While at work yesterday, I discovered some blood in my panties. I immediately knew my baby had died. I continued spotting for awhile...and finally decided it was time to go to the hospital for some answers (or at least verification of what I knew to be true already).

I called the baby's father on the way to the hospital, he said he would meet me there as soon as he could.

Checked into the ER...(which was a HORRIBLE experience...I WON'T ever be going back to that specific ER if I can help it)....the doctor came in as I was nursing Porter, said he would come back in about 10 minutes. Came in and asked if I had taken the pregnancy test at that hospital...I said no...he said they would have to draw my blood to check and make sure that I was pregnant. Obviously I knew I was pregnant and spotting or else I wouldn't have even come in there! Anyway...about 20 minutes later of sitting there waiting...a nurse came in and took my blood. Two hours later (in which the baby's father arrived at the hospital)....the doctor came back in and said I was indeed pregnant...arggh....this was a horrible situation that was only getting worse. Then he said I would have to have an ultrasound and a pelvic exam. Waited FOREVER to finally get the ultrasound during which the bleeding picked up a bit...once we got into the ultrasound room and the technician started doing her thing, I knew immediately when she didn't offer to show me the screen (which I'm almost thankful for...I'm almost thankful that I never felt the baby move or saw the baby on the screen) or let me listen to the heartbeat that my baby was no longer alive.... still was not given any concrete answer....finally when back in the ER room after the ultrasound, the doctor came in and gave me a pelvic exam...the bleeding was much more than spotting now...and he really didn't seem optomistic. He left and came back with the ultrasound results...the sac and the fetus were not matching up in terms of development and there was NO fetal heart activity...which means I'm sure that the baby died awhile ago...the doctor basically told me to allow nature to take its course (which I'm thankful that he didn't immediately suggest d&c) and told me to come back in a couple of days for a followup...

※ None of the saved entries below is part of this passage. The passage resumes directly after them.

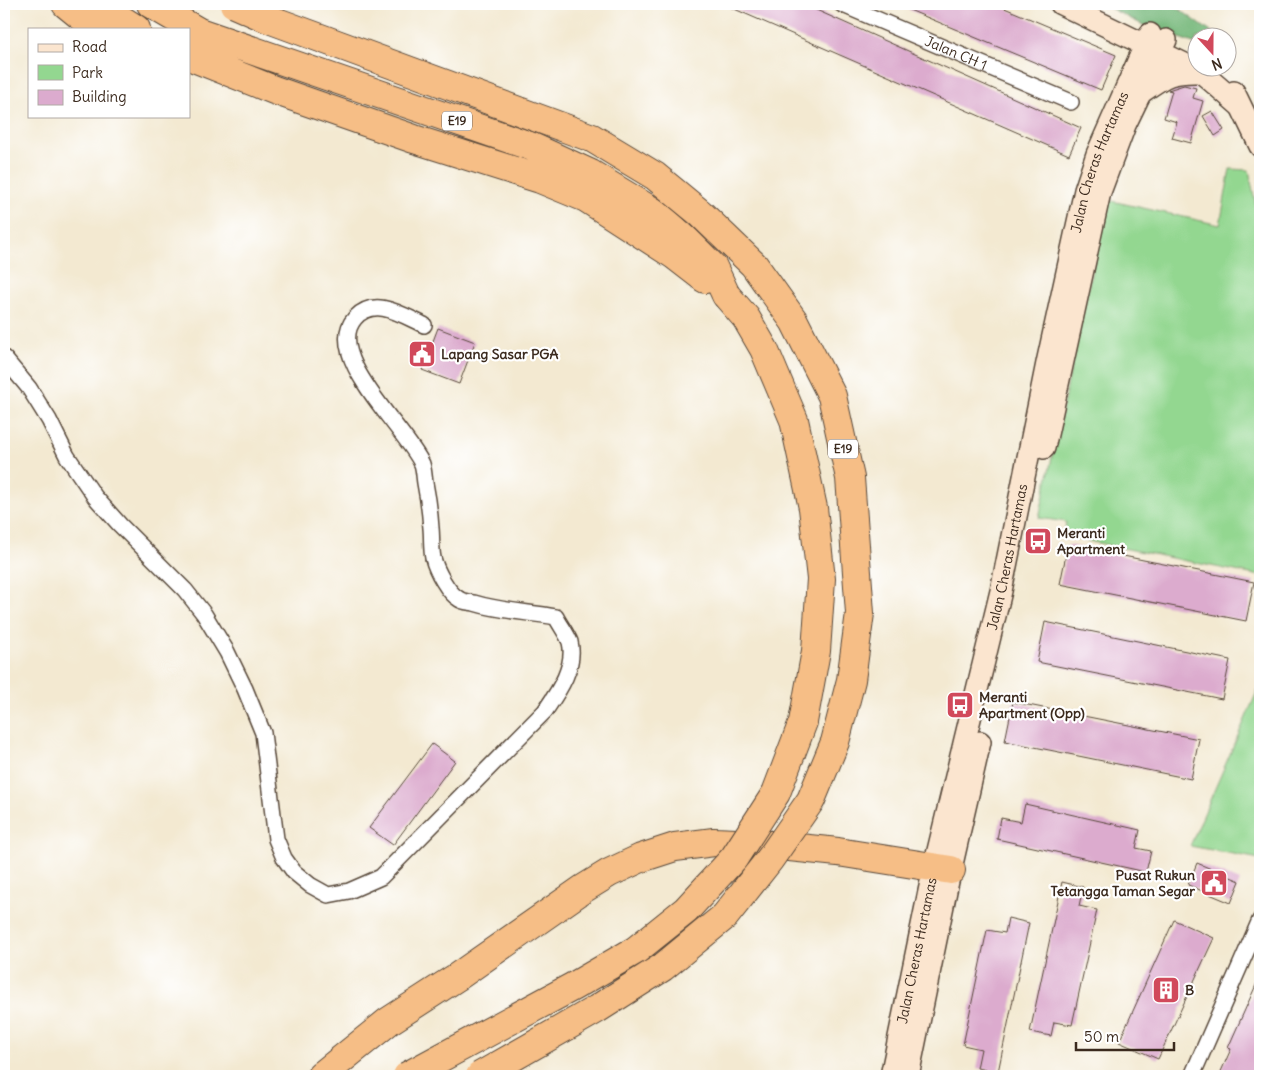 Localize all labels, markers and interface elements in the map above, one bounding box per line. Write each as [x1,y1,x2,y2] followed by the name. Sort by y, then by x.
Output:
[28,28,190,118] legend
[1186,28,1236,78] north arrow
[922,32,990,74] street label: Jalan CH 1
[72,37,107,56] text: Road
[1209,54,1224,74] text: N
[72,63,103,82] text: Park
[72,87,127,106] text: Building
[1067,89,1132,235] street label: Jalan Cheras Hartamas
[442,112,472,130] road number: E19
[407,339,437,369] public building icon: Lapang Sasar PGA
[441,345,558,363] place label: Lapang Sasar PGA
[828,439,858,458] road number: E19
[983,482,1031,632] street label: Jalan Cheras Hartamas
[1057,524,1125,558] place label: Meranti Apartment
[1023,526,1053,556] bus stop icon: Meranti Apartment
[979,688,1085,722] place label: Meranti Apartment (Opp)
[945,690,975,720] bus stop icon: Meranti Apartment (Opp)
[1050,866,1195,900] place label: Pusat Rukun Tetangga Taman Segar
[1199,868,1229,898] public building icon: Pusat Rukun Tetangga Taman Segar
[893,876,941,1025] street label: Jalan Cheras Hartamas
[1151,975,1181,1005] building icon: B
[1185,981,1194,999] place label: B
[1076,1020,1174,1052] scale bar
[1084,1027,1119,1046] text: 50 m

i'll never know exactly what went wrong and that's what hurts the most...i was going to love and care for this child like I love and care for Porter...this child was going to be great, despite the not so great situation in which he or she was conceived...

my heart feels so broken right now...as does my body.

4 comments:

earthmama said...

oh mama...i'll be raising you up today and for awhile...sending you a lot of love...

lilizzyykittyymom said...

I am so sorry, I will be thinking about you and sending you all my positive energy and love.

corscorp said...

I'm sorry the doctor wasn't more gentle with you. I'm sorry you lost your sweet baby. I'm sorry I can't be there to share your tears. I'm sorry you went through this at all. That baby was great.

Us! said...

Oh, sweetie. I just had a feeling to check your blog today. I'll light a candle for you and your sweet baby. I wish I could give you a real hug.